_PROBLEM TO SOLVE_
Search the entries below for the word "shadow" and copy every line where it appears.

_PROVIDED ENTRIES_
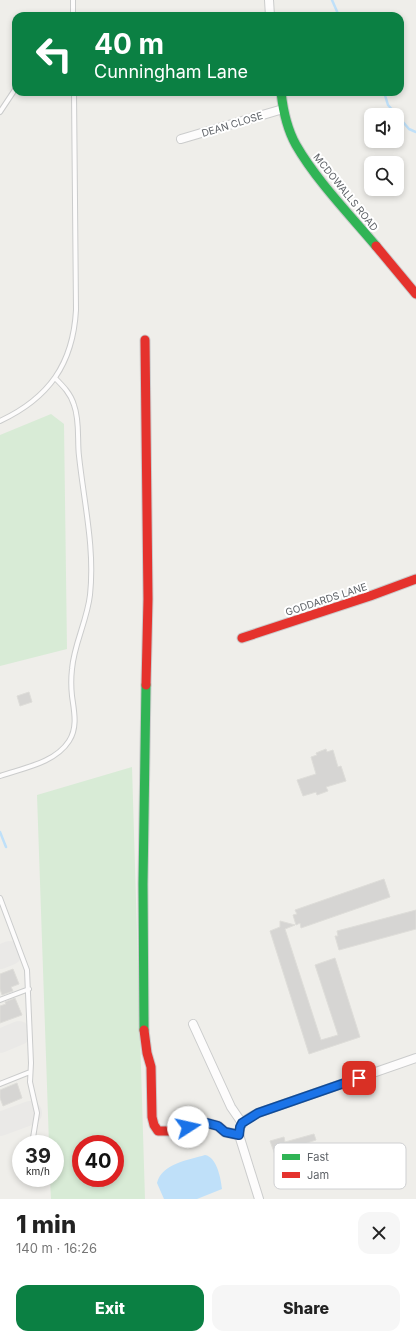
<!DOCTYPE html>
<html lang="en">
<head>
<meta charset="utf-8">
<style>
	body { margin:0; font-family:Inter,sans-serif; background:#f6f6f6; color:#222; height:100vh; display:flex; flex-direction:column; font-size:15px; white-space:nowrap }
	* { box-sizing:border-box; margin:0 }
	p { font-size:13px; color:#767676 }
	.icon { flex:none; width:22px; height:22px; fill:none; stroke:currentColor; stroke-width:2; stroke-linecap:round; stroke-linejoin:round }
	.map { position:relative; height:1199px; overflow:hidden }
	.panel { display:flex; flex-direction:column; background:#fff; flex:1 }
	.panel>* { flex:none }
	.hud { position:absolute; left:12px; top:12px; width:392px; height:84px; border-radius:12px; box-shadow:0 2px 6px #0003; background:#0b8043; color:#fff; overflow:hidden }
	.tools { position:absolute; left:364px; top:108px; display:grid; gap:8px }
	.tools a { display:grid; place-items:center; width:40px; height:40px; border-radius:8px; background:#fff; box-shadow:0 2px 6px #0003; font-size:20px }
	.speed { position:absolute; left:12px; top:1135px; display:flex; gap:8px; font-size:20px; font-weight:700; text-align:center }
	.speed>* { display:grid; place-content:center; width:52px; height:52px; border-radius:50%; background:#fff; box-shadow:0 2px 6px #0003; line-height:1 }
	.speed small { font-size:10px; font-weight:400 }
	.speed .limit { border:6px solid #d22; background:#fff; color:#111 }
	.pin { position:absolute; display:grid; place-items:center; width:34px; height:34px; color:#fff; margin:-17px; border-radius:8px; box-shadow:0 2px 6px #0006 }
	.me { position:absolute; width:44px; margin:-22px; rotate:80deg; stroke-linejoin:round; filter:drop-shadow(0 0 3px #0008) }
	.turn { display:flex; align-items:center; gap:14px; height:84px; padding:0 16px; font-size:18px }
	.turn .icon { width:52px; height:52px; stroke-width:2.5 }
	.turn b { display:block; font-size:28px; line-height:34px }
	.round { display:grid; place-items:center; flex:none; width:42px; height:42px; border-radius:12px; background:#f6f6f6 }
	.headline { display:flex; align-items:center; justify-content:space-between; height:68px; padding:0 16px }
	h1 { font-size:24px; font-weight:800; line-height:30px }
	.primary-button { display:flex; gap:8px; margin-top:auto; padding:8px 16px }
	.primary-button a { flex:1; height:46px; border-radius:12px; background:#0b8043; color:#fff; font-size:16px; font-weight:800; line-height:46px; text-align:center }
	.primary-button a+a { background:#f6f6f6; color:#222 }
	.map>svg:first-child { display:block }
</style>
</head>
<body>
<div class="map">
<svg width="416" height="1199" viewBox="0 0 416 1199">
	<rect width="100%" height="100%" fill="#efeeea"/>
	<path fill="#d8ebd6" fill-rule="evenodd" d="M51,414L64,424L67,649L0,666V435Z
		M132,767L145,1199H51L50,1178H55V1144H49L37,795ZM81,1144H115V1178H81Z"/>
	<path fill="#bfe0f9" d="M205,1155C217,1157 221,1179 222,1189L197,1199H164L157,1183C162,1163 189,1160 205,1155Z"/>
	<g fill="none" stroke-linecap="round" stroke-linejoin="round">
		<path stroke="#bfe0f9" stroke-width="2.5" d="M332,0L339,16
			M384,92L388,105L397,115
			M397,115L409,129L416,132
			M0,832L6,847"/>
		<path stroke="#eae9e7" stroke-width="24" d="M0,957L10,953
			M0,1041L19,1033
			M0,1124L30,1113"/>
	</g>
	<path fill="#d6d5d3" stroke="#deddd9" d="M29,692L32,702L20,706L17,696Z
		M326,749L327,752L333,750L338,767L341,766L346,781L326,787L328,791L317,795L316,792L303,796L297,780L316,774L311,757L317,755L316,753Z
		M384,879L390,897L301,928L300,923L296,925L293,915L297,914L295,910Z
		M416,910V929L339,950L335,936H338L337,931Z
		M280,921L295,925L285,929L321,1040L338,1035L315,965L335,958L360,1037L309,1054L270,931L280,927Z
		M13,969L19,984L11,987L13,991L2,995L0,989V974Z
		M15,998L22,1015L0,1023V1006L6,1004L5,1002Z
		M17,1083L22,1098L3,1106L0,1098V1090Z
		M314,1134L316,1140L292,1148L295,1157L278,1163L270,1141L284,1137L285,1142Z"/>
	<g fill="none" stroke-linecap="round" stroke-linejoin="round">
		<defs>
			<path id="lane" d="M73,0V16
				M0,112L16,88
				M0,421C49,398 73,364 76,310L74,92
				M0,776C23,768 55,763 69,741C78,727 74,711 72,696C71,687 71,678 72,669C74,644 87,621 90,595C95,548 84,503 79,456C77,440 80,421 74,405C71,394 63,386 55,378
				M0,898L27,970L31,1063L30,1082L37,1113L32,1144
				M0,1000L29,989
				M0,1084L30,1072"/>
			<path id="street" d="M269,0L270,16
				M181,139L283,109
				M193,1024L231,1107L242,1123
				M259,1199L239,1135C239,1122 248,1118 258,1113L416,1058"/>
			<path id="fast" d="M281,92C283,110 287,129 296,145C316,180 350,215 376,246
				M144,1030L143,884L146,685"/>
			<path id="jam" d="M376,246L416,294
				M145,340L148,599L146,685
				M242,638L370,596L416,579
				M144,1030L147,1053L151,1067L152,1117L154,1125L158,1131H171L207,1123L218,1126L225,1132L239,1135"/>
		</defs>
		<use href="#lane" stroke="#cbcccc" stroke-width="6"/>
		<use href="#street" stroke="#cbcccc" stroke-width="10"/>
		<use href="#fast" stroke="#cacacb" stroke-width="11"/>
		<use href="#jam" stroke="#cacacb" stroke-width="11"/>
		<use href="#lane" stroke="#fdfcfc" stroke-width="4"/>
		<use href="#street" stroke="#fdfcfc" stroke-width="8"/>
		<use href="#fast" stroke="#30b455" stroke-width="9"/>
		<use href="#jam" stroke="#e5322d" stroke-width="9"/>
	</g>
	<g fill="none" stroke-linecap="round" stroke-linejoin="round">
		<defs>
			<path id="route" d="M188,1127L207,1123L218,1126L225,1132L239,1135L240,1127L242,1123L258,1113L359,1078"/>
		</defs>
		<use href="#route" stroke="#114b97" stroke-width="10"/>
		<use href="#route" stroke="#1a73e8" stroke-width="7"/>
	</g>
	<g text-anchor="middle" stroke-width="4" stroke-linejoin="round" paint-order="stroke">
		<g font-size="10" fill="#5f6368" stroke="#fff">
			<text transform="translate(232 124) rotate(-17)" y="4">DEAN CLOSE</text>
			<text transform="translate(346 192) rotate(51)" y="4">MCDOWALLS ROAD</text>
			<text transform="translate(326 599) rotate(-18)" y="4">GODDARDS LANE</text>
		</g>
	</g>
	<rect x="274" y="1143" width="132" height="46" rx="6" fill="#fff" stroke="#cfd0d2" stroke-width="1"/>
	<rect x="282" y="1154" width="18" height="6" fill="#30b455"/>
	<rect x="282" y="1172" width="18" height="6" fill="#e5322d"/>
	<g font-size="11" fill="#5f6368">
		<text x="307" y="1161">Fast</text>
		<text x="307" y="1179">Jam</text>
	</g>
</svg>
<div class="tools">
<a><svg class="icon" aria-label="sound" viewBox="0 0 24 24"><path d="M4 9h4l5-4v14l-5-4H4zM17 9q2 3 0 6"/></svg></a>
<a><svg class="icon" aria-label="search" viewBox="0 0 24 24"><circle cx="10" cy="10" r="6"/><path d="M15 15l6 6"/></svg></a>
</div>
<div class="speed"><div>39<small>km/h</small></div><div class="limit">40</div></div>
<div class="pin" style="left:359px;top:1078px;background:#d93025"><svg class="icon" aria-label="arrive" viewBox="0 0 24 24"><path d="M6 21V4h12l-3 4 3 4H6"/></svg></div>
<svg class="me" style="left:188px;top:1127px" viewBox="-20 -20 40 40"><circle r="19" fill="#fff"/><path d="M0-13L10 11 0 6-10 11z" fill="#1a73e8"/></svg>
<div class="hud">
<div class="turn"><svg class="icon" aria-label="left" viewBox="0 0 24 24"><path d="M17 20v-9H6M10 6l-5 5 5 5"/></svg><div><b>40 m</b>Cunningham Lane</div></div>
</div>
</div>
<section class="panel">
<div class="headline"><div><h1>1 min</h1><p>140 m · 16:26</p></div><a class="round"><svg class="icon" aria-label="close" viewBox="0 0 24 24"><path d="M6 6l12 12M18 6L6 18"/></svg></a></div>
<div class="primary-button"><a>Exit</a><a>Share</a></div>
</section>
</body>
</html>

_ANSWER SECTION_
	.hud { position:absolute; left:12px; top:12px; width:392px; height:84px; border-radius:12px; box-shadow:0 2px 6px #0003; background:#0b8043; color:#fff; overflow:hidden }
	.tools a { display:grid; place-items:center; width:40px; height:40px; border-radius:8px; background:#fff; box-shadow:0 2px 6px #0003; font-size:20px }
	.speed>* { display:grid; place-content:center; width:52px; height:52px; border-radius:50%; background:#fff; box-shadow:0 2px 6px #0003; line-height:1 }
	.pin { position:absolute; display:grid; place-items:center; width:34px; height:34px; color:#fff; margin:-17px; border-radius:8px; box-shadow:0 2px 6px #0006 }
	.me { position:absolute; width:44px; margin:-22px; rotate:80deg; stroke-linejoin:round; filter:drop-shadow(0 0 3px #0008) }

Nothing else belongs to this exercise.